What needs to be done:
For the material below, please count the lines containing "strokeStyle". Reply with the count alone.

Source records:
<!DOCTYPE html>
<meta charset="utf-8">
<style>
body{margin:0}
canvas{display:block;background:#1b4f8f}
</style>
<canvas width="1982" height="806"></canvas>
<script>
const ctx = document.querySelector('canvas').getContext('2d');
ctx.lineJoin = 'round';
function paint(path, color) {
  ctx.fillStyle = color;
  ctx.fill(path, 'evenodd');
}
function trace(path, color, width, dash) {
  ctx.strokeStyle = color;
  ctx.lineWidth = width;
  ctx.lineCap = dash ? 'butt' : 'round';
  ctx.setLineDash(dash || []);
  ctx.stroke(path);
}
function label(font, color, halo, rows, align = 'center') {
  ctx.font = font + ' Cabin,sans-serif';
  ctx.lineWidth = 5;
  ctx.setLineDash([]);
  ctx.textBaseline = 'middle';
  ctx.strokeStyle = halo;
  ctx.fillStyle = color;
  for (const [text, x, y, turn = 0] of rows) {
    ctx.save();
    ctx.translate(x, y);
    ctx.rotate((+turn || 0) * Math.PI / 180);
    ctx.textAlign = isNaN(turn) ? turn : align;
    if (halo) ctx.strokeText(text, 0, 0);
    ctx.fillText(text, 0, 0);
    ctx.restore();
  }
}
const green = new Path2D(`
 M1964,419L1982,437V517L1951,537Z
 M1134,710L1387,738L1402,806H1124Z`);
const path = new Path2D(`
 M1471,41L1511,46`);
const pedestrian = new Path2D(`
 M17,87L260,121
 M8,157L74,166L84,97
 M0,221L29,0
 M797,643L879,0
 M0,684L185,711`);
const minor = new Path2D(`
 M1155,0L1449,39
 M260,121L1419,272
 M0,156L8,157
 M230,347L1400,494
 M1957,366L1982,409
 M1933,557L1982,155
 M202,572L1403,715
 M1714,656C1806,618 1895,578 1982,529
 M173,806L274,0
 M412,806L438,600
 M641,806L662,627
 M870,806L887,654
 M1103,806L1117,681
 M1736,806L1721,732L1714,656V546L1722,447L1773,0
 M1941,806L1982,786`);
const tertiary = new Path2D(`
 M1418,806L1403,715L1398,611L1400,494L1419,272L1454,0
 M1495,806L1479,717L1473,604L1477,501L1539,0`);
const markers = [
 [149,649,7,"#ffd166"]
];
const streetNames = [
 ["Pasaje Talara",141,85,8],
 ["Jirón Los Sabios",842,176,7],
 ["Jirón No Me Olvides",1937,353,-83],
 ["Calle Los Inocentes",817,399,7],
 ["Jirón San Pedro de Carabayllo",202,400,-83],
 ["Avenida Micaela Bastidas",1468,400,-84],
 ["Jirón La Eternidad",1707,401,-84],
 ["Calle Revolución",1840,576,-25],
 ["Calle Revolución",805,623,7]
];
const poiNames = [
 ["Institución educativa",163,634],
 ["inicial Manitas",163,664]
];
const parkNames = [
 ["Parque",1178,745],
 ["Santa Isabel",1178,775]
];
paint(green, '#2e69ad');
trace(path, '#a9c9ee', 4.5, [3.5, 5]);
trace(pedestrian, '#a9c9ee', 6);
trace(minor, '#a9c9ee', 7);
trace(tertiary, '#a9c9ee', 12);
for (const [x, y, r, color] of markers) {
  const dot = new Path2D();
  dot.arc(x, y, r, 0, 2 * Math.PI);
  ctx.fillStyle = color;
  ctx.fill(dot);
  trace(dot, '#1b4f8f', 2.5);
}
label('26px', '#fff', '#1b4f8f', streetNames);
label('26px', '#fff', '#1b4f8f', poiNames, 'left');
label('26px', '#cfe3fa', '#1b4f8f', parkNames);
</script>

Solution to this problem:
2